◆ **What is expected**: From the material below, return every line that includes "rows".
━━━ Input for this task
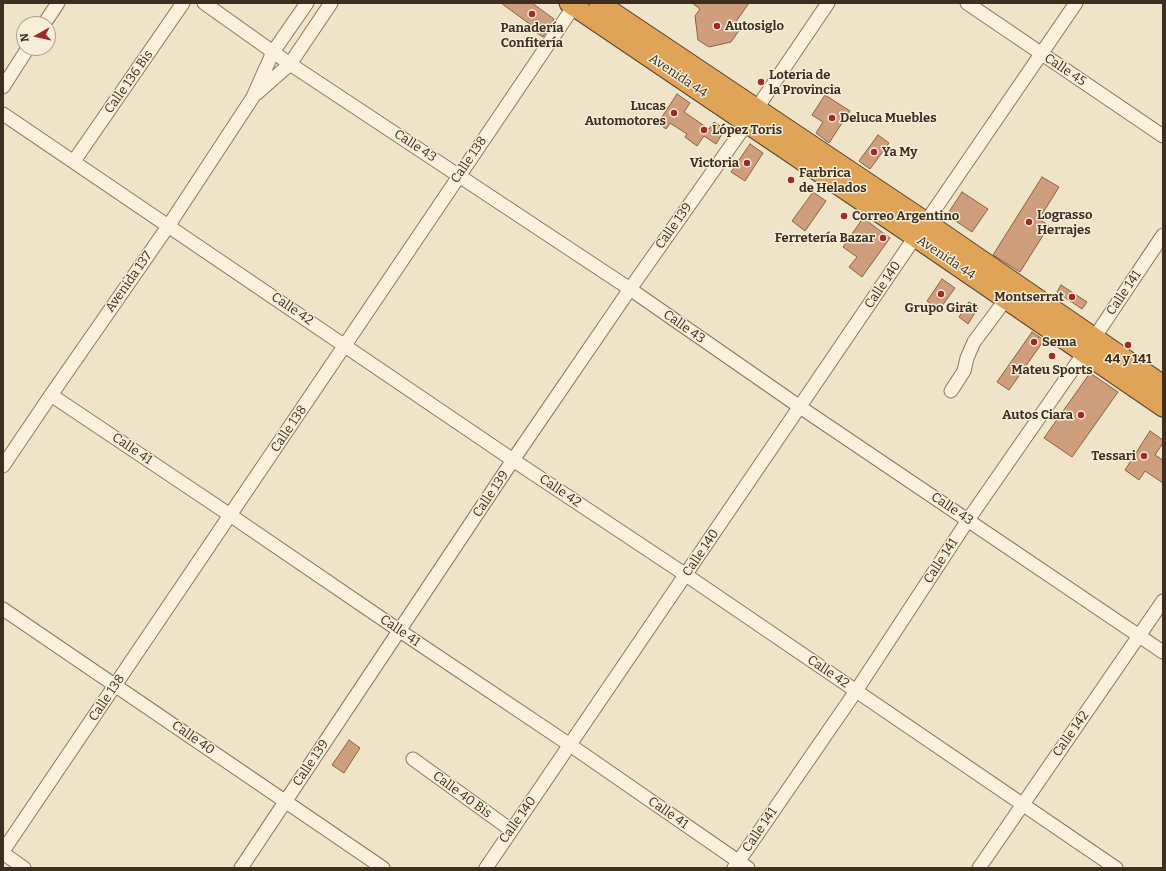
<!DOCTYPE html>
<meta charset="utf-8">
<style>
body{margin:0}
#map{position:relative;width:1166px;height:871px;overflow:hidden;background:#f0e4c8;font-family:Bitter,serif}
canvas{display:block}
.frame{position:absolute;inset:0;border:4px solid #3d2e20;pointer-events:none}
.north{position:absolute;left:16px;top:16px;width:40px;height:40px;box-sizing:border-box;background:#f7eed8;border:1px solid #ada18e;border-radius:50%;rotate:262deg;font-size:11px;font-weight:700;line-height:16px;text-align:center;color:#3d2e20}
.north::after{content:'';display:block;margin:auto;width:14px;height:18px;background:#9e2a2b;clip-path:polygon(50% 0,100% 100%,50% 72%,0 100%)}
</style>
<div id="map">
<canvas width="1166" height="871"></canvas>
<div class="frame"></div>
<div class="north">N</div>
</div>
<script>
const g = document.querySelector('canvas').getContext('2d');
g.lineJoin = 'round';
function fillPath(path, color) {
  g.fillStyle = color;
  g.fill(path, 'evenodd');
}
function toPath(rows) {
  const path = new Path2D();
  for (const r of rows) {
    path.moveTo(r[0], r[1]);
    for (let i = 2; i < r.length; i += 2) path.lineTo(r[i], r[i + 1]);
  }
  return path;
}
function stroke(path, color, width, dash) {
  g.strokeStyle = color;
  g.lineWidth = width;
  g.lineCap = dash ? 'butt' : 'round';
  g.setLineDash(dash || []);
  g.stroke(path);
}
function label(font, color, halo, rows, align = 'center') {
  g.font = font + ' Bitter,serif';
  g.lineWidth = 3;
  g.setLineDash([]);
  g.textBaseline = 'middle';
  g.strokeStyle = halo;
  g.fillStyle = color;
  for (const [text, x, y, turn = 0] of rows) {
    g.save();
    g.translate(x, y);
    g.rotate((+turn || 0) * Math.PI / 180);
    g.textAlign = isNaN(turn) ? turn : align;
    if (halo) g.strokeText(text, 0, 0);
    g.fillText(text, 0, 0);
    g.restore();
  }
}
const building = toPath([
 [501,3,532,3,554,19,543,37,529,28,531,25,501,3],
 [692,3,749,3,735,23,740,29,731,42,709,47,698,40,695,16,700,9,692,3],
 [677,94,690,103,684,112,709,129,714,122,725,129,716,144,704,136,697,146,685,137,687,134,670,123,666,129,658,123,677,94],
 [825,95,850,111,829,143,816,133,823,122,812,115,825,95],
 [878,135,889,143,870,169,859,161,878,135],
 [750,144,763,153,745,181,731,172,750,144],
 [1042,177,1059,187,1039,219,1049,226,1020,272,993,255,1042,177],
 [813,192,826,201,805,231,792,221,813,192],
 [962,192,988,209,972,232,947,215,962,192],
 [863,218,890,238,862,277,849,267,857,257,843,247,863,218],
 [942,279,955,288,939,310,927,301,942,279],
 [1061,285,1087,302,1082,309,1057,292,1061,285],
 [969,302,978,308,968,324,959,317,969,302],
 [1032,332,1044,340,1009,390,997,382,1032,332],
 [1090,373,1118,392,1072,457,1044,438,1090,373],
 [1150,431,1163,440,1163,443,1155,455,1163,460,1163,483,1145,471,1139,480,1125,470,1150,431],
 [349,740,360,748,344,773,332,765,349,740]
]);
const minor = toPath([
 [204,3,290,64,630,289,800,407,1163,652],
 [967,3,1163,136],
 [44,24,58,3],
 [3,87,28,48],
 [257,93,290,64,331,3],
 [757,108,828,3],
 [3,114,513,460,686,575,1116,868],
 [74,161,183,3],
 [926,222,1076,3],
 [951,391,964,371,967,358,974,342,1006,299],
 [51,395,230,515,400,631,570,745,748,868],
 [3,466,51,395,169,225,253,97,273,52,307,3],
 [3,609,383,868],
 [413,759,511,830],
 [3,851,574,6],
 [3,853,24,868],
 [241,868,513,460,630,289,747,123],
 [486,868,915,237],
 [734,868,856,691,968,520,1084,353,1163,235],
 [979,868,1163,601]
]);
const highway = toPath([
 [569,3,915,237,1163,407],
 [599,3,926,222,1163,385]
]);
const markers = [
 [532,14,4,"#9e2a2b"],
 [717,26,4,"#9e2a2b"],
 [761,82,4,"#9e2a2b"],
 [674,113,4,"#9e2a2b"],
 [832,118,4,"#9e2a2b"],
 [704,130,4,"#9e2a2b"],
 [874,152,4,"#9e2a2b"],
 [747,163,4,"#9e2a2b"],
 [791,180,4,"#9e2a2b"],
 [844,216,4,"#9e2a2b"],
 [1029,222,4,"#9e2a2b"],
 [883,238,4,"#9e2a2b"],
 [941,294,4,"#9e2a2b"],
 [1072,297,4,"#9e2a2b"],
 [1034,342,4,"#9e2a2b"],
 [1128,345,4,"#9e2a2b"],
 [1052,356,4,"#9e2a2b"],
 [1081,415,4,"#9e2a2b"],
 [1144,456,4,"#9e2a2b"]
];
const poiNames = [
 ["Autosiglo",725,26],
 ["Panadería",532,28,"center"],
 ["Confitería",532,43,"center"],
 ["Loteria de",769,75],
 ["la Provincia",769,90],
 ["Lucas",666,106,"right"],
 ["Automotores",666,121,"right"],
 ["Deluca Muebles",840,118],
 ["López Toris",712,130],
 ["Ya My",882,152],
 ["Victoria",739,163,"right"],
 ["Farbrica",799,173],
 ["de Helados",799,188],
 ["Lograsso",1037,215],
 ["Herrajes",1037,230],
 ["Correo Argentino",852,216],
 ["Ferretería Bazar",875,238,"right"],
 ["Montserrat",1064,297,"right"],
 ["Grupo Girat",941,308,"center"],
 ["Sema",1042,342],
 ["44 y 141",1128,359,"center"],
 ["Mateu Sports",1052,370,"center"],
 ["Autos Ciara",1073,415,"right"],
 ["Tessari",1136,456,"right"]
];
const streetNames = [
 ["Calle 45",1065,70,34],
 ["Avenida 44",678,76,34],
 ["Calle 136 Bis",129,82,-55],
 ["Calle 43",415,146,33],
 ["Calle 138",469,160,-56],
 ["Calle 139",674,226,-55],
 ["Avenida 44",946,258,34],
 ["Avenida 137",129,282,-55],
 ["Calle 140",883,285,-56],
 ["Calle 141",1124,293,-56],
 ["Calle 42",292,309,34],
 ["Calle 43",684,327,35],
 ["Calle 138",289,429,-56],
 ["Calle 41",132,449,34],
 ["Calle 42",560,491,34],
 ["Calle 139",491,494,-56],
 ["Calle 43",952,509,34],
 ["Calle 140",701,553,-56],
 ["Calle 141",941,561,-57],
 ["Calle 41",400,631,34],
 ["Calle 42",828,672,34],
 ["Calle 138",107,698,-56],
 ["Calle 142",1071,734,-55],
 ["Calle 40",193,738,35],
 ["Calle 139",311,763,-56],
 ["Calle 40 Bis",462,795,36],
 ["Calle 41",668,813,35],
 ["Calle 140",518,820,-55],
 ["Calle 141",760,830,-56]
];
fillPath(building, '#cf9f7d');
stroke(building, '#8d5f41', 1);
stroke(minor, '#8d765c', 15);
stroke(highway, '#5b4430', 21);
stroke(minor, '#faf1dc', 13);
stroke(highway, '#e0a458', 19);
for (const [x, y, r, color] of markers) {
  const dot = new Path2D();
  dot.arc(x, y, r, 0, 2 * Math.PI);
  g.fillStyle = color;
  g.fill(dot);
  stroke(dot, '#f7eed8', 1.5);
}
label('bold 13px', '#3d2e20', '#f7eed8', poiNames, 'left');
label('13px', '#3d2e20', '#f7eed8', streetNames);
</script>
━━━━━━
◆ **Solution**:
function toPath(rows) {
  for (const r of rows) {
function label(font, color, halo, rows, align = 'center') {
  for (const [text, x, y, turn = 0] of rows) {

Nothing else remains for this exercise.